→ YOUR INSTRUCTIONS
Pictures aside, repeat every record below exactly.

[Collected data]
──────

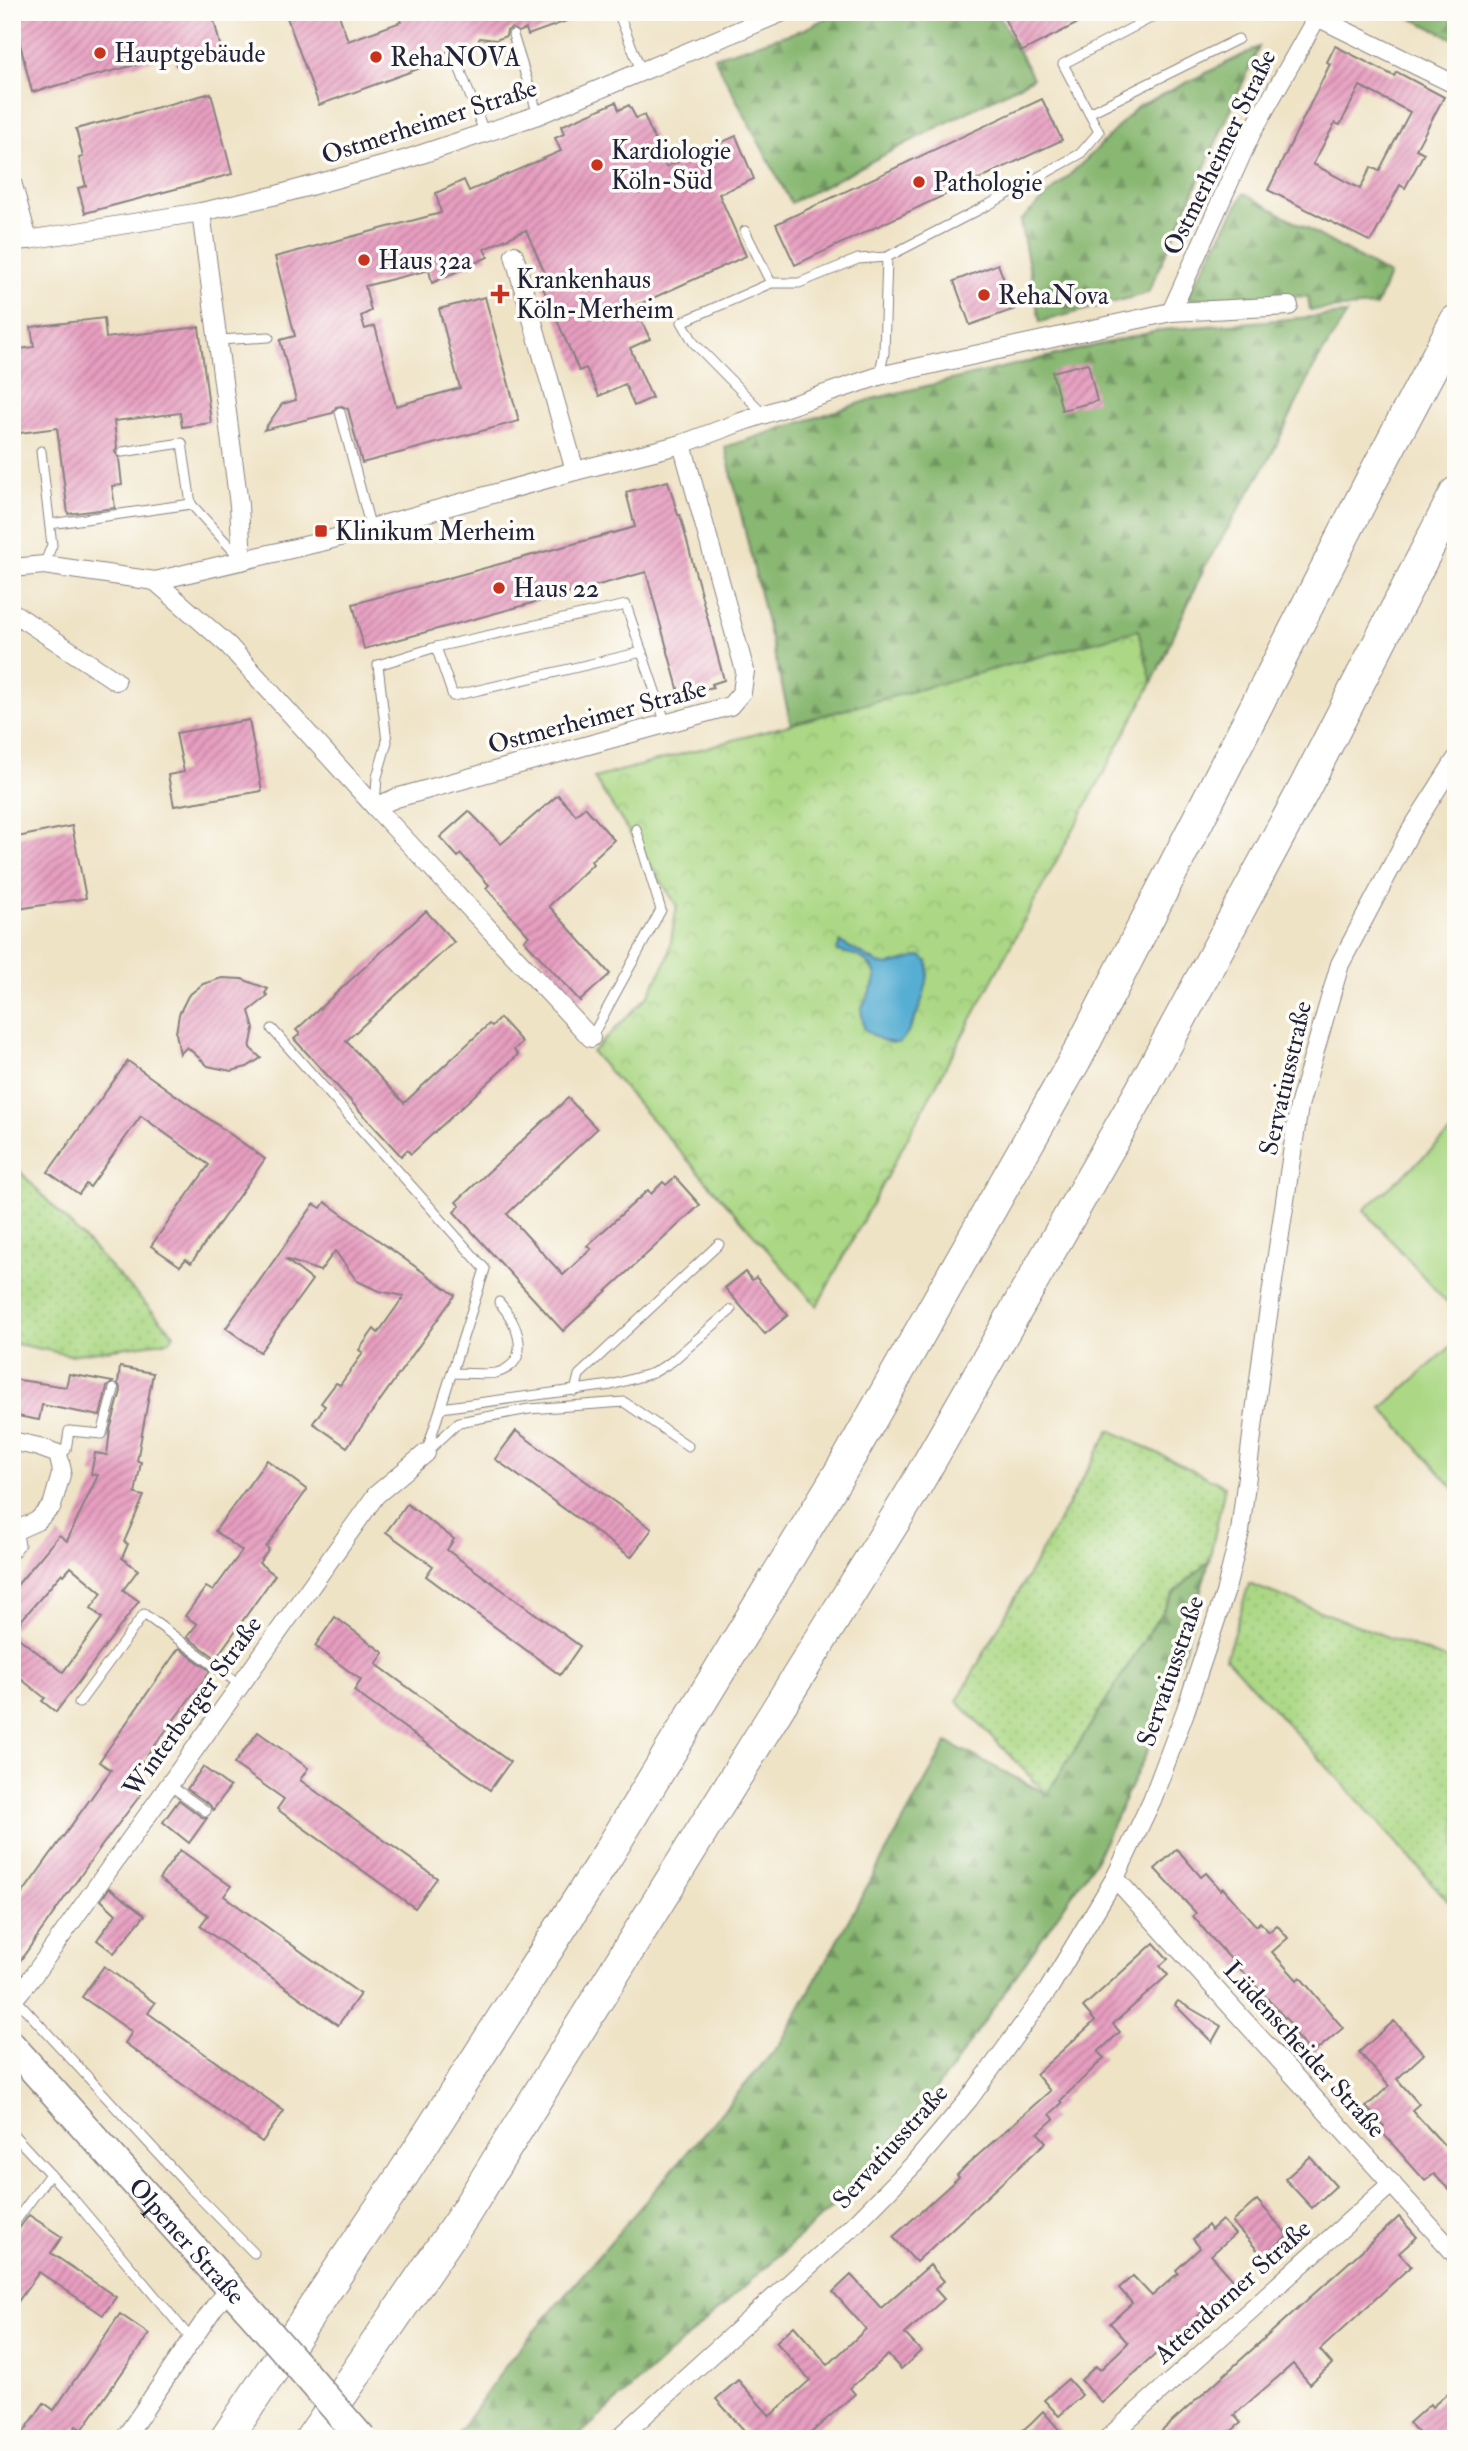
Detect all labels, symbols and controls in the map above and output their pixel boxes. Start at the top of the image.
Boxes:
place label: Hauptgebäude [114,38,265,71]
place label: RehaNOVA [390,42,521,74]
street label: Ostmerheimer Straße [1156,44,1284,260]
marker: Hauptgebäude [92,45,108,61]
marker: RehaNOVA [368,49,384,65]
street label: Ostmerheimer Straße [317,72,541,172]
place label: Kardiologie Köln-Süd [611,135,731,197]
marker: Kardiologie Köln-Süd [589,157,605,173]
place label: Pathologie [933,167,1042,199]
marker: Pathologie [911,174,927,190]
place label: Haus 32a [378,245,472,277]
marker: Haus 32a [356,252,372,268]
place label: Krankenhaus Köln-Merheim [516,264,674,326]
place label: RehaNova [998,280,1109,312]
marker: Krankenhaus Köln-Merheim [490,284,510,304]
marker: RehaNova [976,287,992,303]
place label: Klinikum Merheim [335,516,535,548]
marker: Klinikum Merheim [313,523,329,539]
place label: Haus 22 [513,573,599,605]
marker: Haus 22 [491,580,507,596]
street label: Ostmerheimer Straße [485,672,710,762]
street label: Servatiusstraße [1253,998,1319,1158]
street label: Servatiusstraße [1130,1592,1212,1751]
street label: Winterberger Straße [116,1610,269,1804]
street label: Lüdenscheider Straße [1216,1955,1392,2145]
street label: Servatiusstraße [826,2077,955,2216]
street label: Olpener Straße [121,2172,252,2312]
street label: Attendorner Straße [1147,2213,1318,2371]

──────

→ OUTPUT OF THE EXERCISE
Detect all labels, symbols and controls in the map above and output their pixel boxes. Start at the top of the image.
Boxes:
place label: Hauptgebäude [114,38,265,71]
place label: RehaNOVA [390,42,521,74]
street label: Ostmerheimer Straße [1156,44,1284,260]
marker: Hauptgebäude [92,45,108,61]
marker: RehaNOVA [368,49,384,65]
street label: Ostmerheimer Straße [317,72,541,172]
place label: Kardiologie Köln-Süd [611,135,731,197]
marker: Kardiologie Köln-Süd [589,157,605,173]
place label: Pathologie [933,167,1042,199]
marker: Pathologie [911,174,927,190]
place label: Haus 32a [378,245,472,277]
marker: Haus 32a [356,252,372,268]
place label: Krankenhaus Köln-Merheim [516,264,674,326]
place label: RehaNova [998,280,1109,312]
marker: Krankenhaus Köln-Merheim [490,284,510,304]
marker: RehaNova [976,287,992,303]
place label: Klinikum Merheim [335,516,535,548]
marker: Klinikum Merheim [313,523,329,539]
place label: Haus 22 [513,573,599,605]
marker: Haus 22 [491,580,507,596]
street label: Ostmerheimer Straße [485,672,710,762]
street label: Servatiusstraße [1253,998,1319,1158]
street label: Servatiusstraße [1130,1592,1212,1751]
street label: Winterberger Straße [116,1610,269,1804]
street label: Lüdenscheider Straße [1216,1955,1392,2145]
street label: Servatiusstraße [826,2077,955,2216]
street label: Olpener Straße [121,2172,252,2312]
street label: Attendorner Straße [1147,2213,1318,2371]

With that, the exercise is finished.